WHAT YOU SHOULD DO: The records below hold a stretch from the line with "const ctx = document.querySelector('canvas').getContext('2d');" through the line with "ctx.font = font"; return exactly those lines, ends included, and nothing more.

TASK MATERIAL:
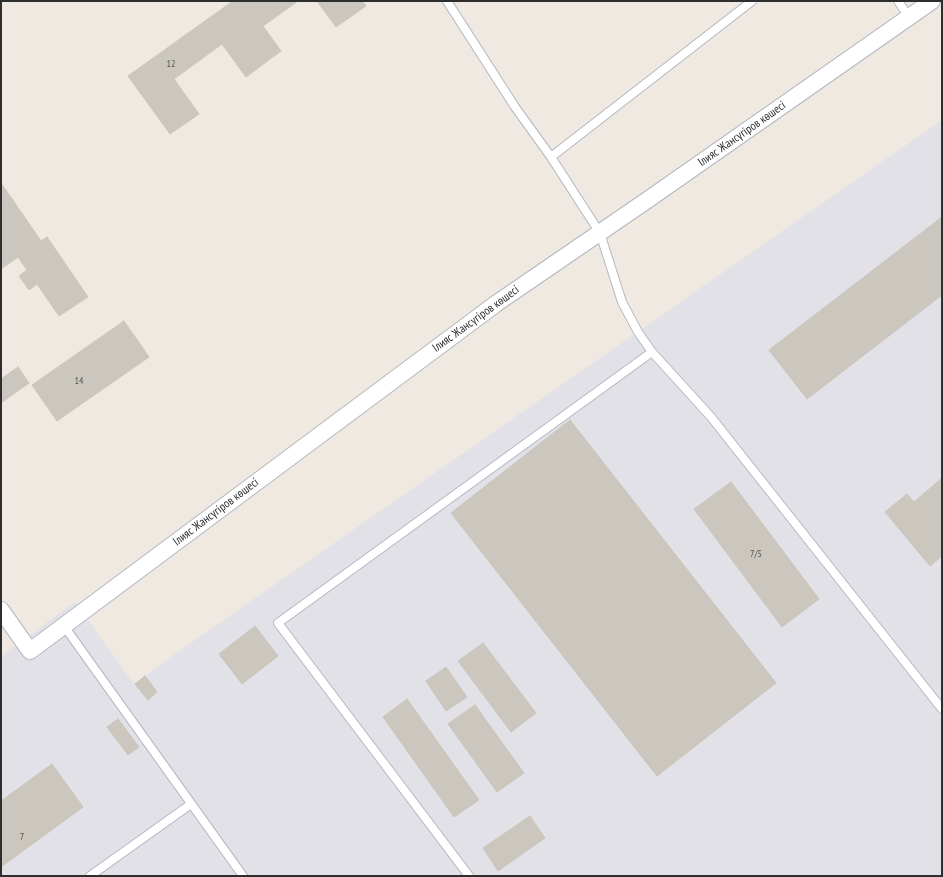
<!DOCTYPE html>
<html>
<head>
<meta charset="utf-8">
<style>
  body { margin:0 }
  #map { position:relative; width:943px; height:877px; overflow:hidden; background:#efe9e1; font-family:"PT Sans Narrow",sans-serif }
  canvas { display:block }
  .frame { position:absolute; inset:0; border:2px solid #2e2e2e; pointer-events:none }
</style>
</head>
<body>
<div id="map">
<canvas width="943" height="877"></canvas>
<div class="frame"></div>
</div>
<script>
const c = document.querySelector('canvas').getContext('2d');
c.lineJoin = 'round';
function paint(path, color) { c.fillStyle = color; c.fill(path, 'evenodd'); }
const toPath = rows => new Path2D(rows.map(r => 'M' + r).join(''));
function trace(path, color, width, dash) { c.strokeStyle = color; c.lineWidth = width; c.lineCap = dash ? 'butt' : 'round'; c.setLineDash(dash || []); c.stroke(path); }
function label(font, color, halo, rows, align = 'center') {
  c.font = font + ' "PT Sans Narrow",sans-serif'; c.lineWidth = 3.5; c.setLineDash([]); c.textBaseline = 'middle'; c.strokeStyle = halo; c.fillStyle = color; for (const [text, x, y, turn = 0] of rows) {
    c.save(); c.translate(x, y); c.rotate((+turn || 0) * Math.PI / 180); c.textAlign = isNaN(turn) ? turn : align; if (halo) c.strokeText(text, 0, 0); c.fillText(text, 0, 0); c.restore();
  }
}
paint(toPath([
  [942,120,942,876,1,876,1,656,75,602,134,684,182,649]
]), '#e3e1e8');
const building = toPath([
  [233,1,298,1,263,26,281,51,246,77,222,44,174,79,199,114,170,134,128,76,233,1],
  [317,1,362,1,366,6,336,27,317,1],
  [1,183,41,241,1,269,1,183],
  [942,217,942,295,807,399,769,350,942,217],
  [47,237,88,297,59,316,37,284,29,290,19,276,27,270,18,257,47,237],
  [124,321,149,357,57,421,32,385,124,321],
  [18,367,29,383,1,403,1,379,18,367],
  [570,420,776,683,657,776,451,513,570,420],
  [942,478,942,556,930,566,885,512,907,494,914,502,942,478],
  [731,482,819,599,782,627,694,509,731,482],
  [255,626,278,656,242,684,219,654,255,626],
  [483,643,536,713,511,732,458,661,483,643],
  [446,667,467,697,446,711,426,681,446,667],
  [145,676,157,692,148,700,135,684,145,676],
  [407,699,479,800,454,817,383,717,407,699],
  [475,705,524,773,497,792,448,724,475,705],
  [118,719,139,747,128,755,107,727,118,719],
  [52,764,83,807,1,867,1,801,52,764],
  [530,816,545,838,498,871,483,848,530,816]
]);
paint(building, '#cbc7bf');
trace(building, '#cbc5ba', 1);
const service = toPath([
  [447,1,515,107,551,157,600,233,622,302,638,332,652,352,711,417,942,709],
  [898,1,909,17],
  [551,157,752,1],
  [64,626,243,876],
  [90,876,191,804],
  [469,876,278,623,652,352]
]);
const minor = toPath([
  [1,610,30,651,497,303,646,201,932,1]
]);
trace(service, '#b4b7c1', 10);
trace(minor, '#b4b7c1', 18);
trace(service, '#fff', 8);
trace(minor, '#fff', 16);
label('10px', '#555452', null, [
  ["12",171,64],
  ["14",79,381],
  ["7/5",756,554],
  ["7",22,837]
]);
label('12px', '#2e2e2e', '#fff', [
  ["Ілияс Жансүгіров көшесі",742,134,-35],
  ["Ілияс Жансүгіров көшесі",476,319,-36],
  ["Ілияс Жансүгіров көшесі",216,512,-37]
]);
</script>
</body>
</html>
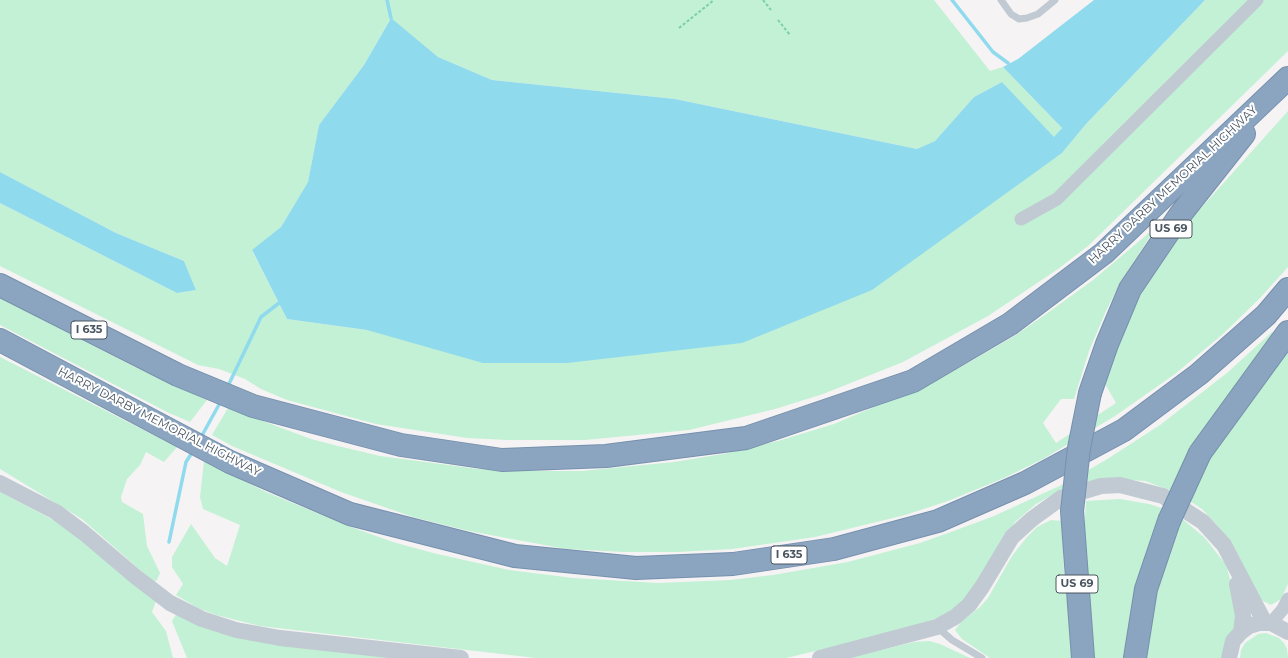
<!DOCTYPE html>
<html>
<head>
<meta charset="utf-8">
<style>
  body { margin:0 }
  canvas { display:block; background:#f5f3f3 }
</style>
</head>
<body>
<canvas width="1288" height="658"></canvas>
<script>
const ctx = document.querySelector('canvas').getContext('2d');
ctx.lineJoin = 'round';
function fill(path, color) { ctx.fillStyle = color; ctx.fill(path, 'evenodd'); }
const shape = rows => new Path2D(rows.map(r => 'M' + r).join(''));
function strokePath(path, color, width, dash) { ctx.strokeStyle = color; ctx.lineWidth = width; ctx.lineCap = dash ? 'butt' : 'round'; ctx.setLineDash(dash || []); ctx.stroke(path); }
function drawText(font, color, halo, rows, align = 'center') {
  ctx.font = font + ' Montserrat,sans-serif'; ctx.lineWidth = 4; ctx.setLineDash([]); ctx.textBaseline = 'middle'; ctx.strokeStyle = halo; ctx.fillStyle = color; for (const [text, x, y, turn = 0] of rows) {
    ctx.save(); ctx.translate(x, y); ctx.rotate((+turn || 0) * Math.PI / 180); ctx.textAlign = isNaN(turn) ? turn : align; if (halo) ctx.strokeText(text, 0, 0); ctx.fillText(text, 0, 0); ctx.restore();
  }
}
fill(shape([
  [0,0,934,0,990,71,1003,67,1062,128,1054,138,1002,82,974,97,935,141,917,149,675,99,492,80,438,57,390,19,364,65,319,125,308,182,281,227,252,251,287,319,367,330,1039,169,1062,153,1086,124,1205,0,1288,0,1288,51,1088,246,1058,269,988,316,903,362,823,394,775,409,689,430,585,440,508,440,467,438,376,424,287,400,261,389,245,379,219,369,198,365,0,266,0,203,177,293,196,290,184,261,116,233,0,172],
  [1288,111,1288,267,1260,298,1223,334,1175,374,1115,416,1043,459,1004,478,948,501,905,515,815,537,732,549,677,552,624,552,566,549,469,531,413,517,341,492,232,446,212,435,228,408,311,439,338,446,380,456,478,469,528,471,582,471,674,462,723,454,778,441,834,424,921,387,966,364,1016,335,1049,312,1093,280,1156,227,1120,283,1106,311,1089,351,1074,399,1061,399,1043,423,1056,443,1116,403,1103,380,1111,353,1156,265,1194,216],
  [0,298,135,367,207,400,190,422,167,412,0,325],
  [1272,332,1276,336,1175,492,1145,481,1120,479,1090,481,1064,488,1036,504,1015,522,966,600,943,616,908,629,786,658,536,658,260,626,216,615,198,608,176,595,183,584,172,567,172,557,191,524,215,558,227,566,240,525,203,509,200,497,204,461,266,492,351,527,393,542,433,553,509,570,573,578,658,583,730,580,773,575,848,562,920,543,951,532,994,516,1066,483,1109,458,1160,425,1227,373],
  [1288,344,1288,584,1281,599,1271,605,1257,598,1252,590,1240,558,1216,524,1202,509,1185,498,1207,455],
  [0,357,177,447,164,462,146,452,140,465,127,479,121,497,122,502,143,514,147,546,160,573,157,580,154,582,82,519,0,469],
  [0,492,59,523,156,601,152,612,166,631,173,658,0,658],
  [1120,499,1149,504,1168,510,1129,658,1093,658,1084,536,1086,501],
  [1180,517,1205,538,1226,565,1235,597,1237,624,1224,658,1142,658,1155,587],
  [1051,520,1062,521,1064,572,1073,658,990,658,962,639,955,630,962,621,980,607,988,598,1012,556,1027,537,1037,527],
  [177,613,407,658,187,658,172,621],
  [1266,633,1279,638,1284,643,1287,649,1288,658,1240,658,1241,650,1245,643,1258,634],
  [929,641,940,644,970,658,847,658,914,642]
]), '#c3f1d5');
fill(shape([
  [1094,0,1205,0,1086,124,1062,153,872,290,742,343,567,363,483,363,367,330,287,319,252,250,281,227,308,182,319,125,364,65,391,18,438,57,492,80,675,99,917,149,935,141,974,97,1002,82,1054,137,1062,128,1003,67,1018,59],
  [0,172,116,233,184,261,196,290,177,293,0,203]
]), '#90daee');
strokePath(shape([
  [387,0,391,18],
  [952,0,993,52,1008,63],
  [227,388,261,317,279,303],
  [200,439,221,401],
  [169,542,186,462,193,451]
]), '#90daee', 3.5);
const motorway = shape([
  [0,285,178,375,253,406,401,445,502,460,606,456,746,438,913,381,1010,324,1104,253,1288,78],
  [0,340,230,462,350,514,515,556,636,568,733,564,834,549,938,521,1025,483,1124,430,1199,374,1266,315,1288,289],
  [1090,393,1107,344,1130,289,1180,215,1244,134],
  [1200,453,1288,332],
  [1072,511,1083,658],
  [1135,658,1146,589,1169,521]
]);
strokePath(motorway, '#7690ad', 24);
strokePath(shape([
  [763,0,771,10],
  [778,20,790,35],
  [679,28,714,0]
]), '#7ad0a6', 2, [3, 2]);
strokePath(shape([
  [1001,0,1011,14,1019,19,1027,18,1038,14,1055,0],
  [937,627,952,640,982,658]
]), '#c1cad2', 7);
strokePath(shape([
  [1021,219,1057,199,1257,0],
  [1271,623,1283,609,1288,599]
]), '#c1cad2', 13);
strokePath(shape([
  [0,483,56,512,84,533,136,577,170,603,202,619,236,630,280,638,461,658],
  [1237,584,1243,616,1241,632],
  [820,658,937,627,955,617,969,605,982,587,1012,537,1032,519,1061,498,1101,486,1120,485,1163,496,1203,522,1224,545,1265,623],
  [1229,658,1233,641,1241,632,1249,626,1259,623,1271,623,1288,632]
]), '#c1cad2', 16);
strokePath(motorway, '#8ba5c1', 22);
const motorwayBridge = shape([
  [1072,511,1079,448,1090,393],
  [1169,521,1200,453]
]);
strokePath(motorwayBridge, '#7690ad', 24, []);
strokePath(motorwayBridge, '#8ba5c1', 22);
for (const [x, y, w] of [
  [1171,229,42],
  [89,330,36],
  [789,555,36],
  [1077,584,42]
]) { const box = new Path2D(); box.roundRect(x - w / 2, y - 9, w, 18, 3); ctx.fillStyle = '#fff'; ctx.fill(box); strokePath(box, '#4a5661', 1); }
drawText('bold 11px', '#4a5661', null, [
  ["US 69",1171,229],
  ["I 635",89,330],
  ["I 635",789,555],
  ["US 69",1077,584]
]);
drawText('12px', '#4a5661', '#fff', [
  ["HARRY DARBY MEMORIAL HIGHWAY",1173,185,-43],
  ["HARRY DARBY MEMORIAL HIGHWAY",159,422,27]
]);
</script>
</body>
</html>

EXERCISE RESULT:
const ctx = document.querySelector('canvas').getContext('2d');
ctx.lineJoin = 'round';
function fill(path, color) { ctx.fillStyle = color; ctx.fill(path, 'evenodd'); }
const shape = rows => new Path2D(rows.map(r => 'M' + r).join(''));
function strokePath(path, color, width, dash) { ctx.strokeStyle = color; ctx.lineWidth = width; ctx.lineCap = dash ? 'butt' : 'round'; ctx.setLineDash(dash || []); ctx.stroke(path); }
function drawText(font, color, halo, rows, align = 'center') {
  ctx.font = font + ' Montserrat,sans-serif'; ctx.lineWidth = 4; ctx.setLineDash([]); ctx.textBaseline = 'middle'; ctx.strokeStyle = halo; ctx.fillStyle = color; for (const [text, x, y, turn = 0] of rows) {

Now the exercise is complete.